TASK GOAL: Go through the records and write each one out again exactly.

Stored dataset items:

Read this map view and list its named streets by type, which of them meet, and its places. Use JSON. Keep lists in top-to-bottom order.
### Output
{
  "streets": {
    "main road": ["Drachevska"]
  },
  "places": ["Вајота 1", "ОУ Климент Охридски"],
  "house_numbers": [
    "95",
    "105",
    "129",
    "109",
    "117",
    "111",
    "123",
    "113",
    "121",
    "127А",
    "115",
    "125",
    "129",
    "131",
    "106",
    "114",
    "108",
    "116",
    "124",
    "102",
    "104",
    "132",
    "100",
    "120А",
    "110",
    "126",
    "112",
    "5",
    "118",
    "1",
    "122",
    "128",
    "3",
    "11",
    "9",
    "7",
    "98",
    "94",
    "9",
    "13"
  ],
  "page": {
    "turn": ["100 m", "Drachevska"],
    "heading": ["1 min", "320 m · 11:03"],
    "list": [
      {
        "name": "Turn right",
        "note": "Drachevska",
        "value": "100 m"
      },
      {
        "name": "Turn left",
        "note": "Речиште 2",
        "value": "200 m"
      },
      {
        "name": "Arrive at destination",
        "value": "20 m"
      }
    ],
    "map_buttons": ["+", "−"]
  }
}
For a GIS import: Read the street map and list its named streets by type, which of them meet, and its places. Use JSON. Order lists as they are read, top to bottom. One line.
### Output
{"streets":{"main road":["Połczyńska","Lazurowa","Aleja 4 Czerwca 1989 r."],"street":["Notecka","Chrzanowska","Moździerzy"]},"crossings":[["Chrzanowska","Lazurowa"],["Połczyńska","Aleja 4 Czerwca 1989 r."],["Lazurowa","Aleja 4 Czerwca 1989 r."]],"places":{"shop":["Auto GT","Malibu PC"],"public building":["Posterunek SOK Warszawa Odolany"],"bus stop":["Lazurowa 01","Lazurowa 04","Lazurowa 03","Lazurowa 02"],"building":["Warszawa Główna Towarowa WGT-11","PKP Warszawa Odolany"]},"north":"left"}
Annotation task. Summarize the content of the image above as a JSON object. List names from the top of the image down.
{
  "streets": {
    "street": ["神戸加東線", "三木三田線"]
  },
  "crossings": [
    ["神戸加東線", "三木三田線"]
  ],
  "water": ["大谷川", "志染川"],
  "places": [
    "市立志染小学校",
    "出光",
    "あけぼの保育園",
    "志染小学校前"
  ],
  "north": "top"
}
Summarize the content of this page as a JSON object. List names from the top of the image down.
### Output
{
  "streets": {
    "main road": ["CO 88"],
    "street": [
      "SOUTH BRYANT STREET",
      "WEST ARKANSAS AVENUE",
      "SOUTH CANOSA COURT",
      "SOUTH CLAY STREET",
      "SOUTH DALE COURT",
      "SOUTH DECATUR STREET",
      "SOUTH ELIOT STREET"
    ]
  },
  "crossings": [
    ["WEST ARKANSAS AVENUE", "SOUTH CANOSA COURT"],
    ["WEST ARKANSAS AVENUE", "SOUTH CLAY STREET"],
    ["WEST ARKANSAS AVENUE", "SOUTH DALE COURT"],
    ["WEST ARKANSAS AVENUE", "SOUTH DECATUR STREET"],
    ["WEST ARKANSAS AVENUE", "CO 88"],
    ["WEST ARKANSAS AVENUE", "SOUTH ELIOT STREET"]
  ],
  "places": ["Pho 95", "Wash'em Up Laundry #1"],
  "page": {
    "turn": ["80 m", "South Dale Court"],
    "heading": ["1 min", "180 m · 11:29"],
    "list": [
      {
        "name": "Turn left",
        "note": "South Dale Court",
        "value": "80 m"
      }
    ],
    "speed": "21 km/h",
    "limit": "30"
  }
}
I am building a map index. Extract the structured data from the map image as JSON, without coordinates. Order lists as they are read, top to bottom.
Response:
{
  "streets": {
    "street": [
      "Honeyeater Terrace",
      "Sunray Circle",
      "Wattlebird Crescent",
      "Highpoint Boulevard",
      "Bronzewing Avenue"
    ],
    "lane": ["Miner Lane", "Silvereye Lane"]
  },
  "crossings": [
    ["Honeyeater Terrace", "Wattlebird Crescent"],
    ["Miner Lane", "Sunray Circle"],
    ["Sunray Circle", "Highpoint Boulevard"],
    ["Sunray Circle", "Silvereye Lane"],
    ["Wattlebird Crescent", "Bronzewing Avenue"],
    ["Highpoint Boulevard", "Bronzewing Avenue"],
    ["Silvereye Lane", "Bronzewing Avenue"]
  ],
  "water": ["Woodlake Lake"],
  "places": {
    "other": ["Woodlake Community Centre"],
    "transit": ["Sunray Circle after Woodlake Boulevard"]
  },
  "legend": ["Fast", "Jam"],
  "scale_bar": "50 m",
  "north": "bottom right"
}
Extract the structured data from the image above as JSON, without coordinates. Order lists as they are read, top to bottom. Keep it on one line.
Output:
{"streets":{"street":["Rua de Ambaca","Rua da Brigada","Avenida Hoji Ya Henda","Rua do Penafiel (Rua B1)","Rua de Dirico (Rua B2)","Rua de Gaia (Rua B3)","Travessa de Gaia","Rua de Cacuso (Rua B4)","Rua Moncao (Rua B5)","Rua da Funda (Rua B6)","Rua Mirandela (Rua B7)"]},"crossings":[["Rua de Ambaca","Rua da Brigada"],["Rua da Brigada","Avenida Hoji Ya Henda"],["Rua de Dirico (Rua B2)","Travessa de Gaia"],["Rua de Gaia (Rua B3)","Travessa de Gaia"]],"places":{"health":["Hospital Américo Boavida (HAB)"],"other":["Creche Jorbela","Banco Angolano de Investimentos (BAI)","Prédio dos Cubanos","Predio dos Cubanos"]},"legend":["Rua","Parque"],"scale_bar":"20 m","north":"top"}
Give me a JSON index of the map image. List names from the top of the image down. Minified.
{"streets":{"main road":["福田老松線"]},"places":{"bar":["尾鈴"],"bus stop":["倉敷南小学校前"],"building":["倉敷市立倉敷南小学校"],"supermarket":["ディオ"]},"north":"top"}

RESPONSE AREA:
Read this map view and list its named streets by type, which of them meet, and its places. Use JSON. Keep lists in top-to-bottom order.
### Output
{
  "streets": {
    "main road": ["Drachevska"]
  },
  "places": ["Вајота 1", "ОУ Климент Охридски"],
  "house_numbers": [
    "95",
    "105",
    "129",
    "109",
    "117",
    "111",
    "123",
    "113",
    "121",
    "127А",
    "115",
    "125",
    "129",
    "131",
    "106",
    "114",
    "108",
    "116",
    "124",
    "102",
    "104",
    "132",
    "100",
    "120А",
    "110",
    "126",
    "112",
    "5",
    "118",
    "1",
    "122",
    "128",
    "3",
    "11",
    "9",
    "7",
    "98",
    "94",
    "9",
    "13"
  ],
  "page": {
    "turn": ["100 m", "Drachevska"],
    "heading": ["1 min", "320 m · 11:03"],
    "list": [
      {
        "name": "Turn right",
        "note": "Drachevska",
        "value": "100 m"
      },
      {
        "name": "Turn left",
        "note": "Речиште 2",
        "value": "200 m"
      },
      {
        "name": "Arrive at destination",
        "value": "20 m"
      }
    ],
    "map_buttons": ["+", "−"]
  }
}
For a GIS import: Read the street map and list its named streets by type, which of them meet, and its places. Use JSON. Order lists as they are read, top to bottom. One line.
### Output
{"streets":{"main road":["Połczyńska","Lazurowa","Aleja 4 Czerwca 1989 r."],"street":["Notecka","Chrzanowska","Moździerzy"]},"crossings":[["Chrzanowska","Lazurowa"],["Połczyńska","Aleja 4 Czerwca 1989 r."],["Lazurowa","Aleja 4 Czerwca 1989 r."]],"places":{"shop":["Auto GT","Malibu PC"],"public building":["Posterunek SOK Warszawa Odolany"],"bus stop":["Lazurowa 01","Lazurowa 04","Lazurowa 03","Lazurowa 02"],"building":["Warszawa Główna Towarowa WGT-11","PKP Warszawa Odolany"]},"north":"left"}
Annotation task. Summarize the content of the image above as a JSON object. List names from the top of the image down.
{
  "streets": {
    "street": ["神戸加東線", "三木三田線"]
  },
  "crossings": [
    ["神戸加東線", "三木三田線"]
  ],
  "water": ["大谷川", "志染川"],
  "places": [
    "市立志染小学校",
    "出光",
    "あけぼの保育園",
    "志染小学校前"
  ],
  "north": "top"
}
Summarize the content of this page as a JSON object. List names from the top of the image down.
### Output
{
  "streets": {
    "main road": ["CO 88"],
    "street": [
      "SOUTH BRYANT STREET",
      "WEST ARKANSAS AVENUE",
      "SOUTH CANOSA COURT",
      "SOUTH CLAY STREET",
      "SOUTH DALE COURT",
      "SOUTH DECATUR STREET",
      "SOUTH ELIOT STREET"
    ]
  },
  "crossings": [
    ["WEST ARKANSAS AVENUE", "SOUTH CANOSA COURT"],
    ["WEST ARKANSAS AVENUE", "SOUTH CLAY STREET"],
    ["WEST ARKANSAS AVENUE", "SOUTH DALE COURT"],
    ["WEST ARKANSAS AVENUE", "SOUTH DECATUR STREET"],
    ["WEST ARKANSAS AVENUE", "CO 88"],
    ["WEST ARKANSAS AVENUE", "SOUTH ELIOT STREET"]
  ],
  "places": ["Pho 95", "Wash'em Up Laundry #1"],
  "page": {
    "turn": ["80 m", "South Dale Court"],
    "heading": ["1 min", "180 m · 11:29"],
    "list": [
      {
        "name": "Turn left",
        "note": "South Dale Court",
        "value": "80 m"
      }
    ],
    "speed": "21 km/h",
    "limit": "30"
  }
}
I am building a map index. Extract the structured data from the map image as JSON, without coordinates. Order lists as they are read, top to bottom.
Response:
{
  "streets": {
    "street": [
      "Honeyeater Terrace",
      "Sunray Circle",
      "Wattlebird Crescent",
      "Highpoint Boulevard",
      "Bronzewing Avenue"
    ],
    "lane": ["Miner Lane", "Silvereye Lane"]
  },
  "crossings": [
    ["Honeyeater Terrace", "Wattlebird Crescent"],
    ["Miner Lane", "Sunray Circle"],
    ["Sunray Circle", "Highpoint Boulevard"],
    ["Sunray Circle", "Silvereye Lane"],
    ["Wattlebird Crescent", "Bronzewing Avenue"],
    ["Highpoint Boulevard", "Bronzewing Avenue"],
    ["Silvereye Lane", "Bronzewing Avenue"]
  ],
  "water": ["Woodlake Lake"],
  "places": {
    "other": ["Woodlake Community Centre"],
    "transit": ["Sunray Circle after Woodlake Boulevard"]
  },
  "legend": ["Fast", "Jam"],
  "scale_bar": "50 m",
  "north": "bottom right"
}
Extract the structured data from the image above as JSON, without coordinates. Order lists as they are read, top to bottom. Keep it on one line.
Output:
{"streets":{"street":["Rua de Ambaca","Rua da Brigada","Avenida Hoji Ya Henda","Rua do Penafiel (Rua B1)","Rua de Dirico (Rua B2)","Rua de Gaia (Rua B3)","Travessa de Gaia","Rua de Cacuso (Rua B4)","Rua Moncao (Rua B5)","Rua da Funda (Rua B6)","Rua Mirandela (Rua B7)"]},"crossings":[["Rua de Ambaca","Rua da Brigada"],["Rua da Brigada","Avenida Hoji Ya Henda"],["Rua de Dirico (Rua B2)","Travessa de Gaia"],["Rua de Gaia (Rua B3)","Travessa de Gaia"]],"places":{"health":["Hospital Américo Boavida (HAB)"],"other":["Creche Jorbela","Banco Angolano de Investimentos (BAI)","Prédio dos Cubanos","Predio dos Cubanos"]},"legend":["Rua","Parque"],"scale_bar":"20 m","north":"top"}
Give me a JSON index of the map image. List names from the top of the image down. Minified.
{"streets":{"main road":["福田老松線"]},"places":{"bar":["尾鈴"],"bus stop":["倉敷南小学校前"],"building":["倉敷市立倉敷南小学校"],"supermarket":["ディオ"]},"north":"top"}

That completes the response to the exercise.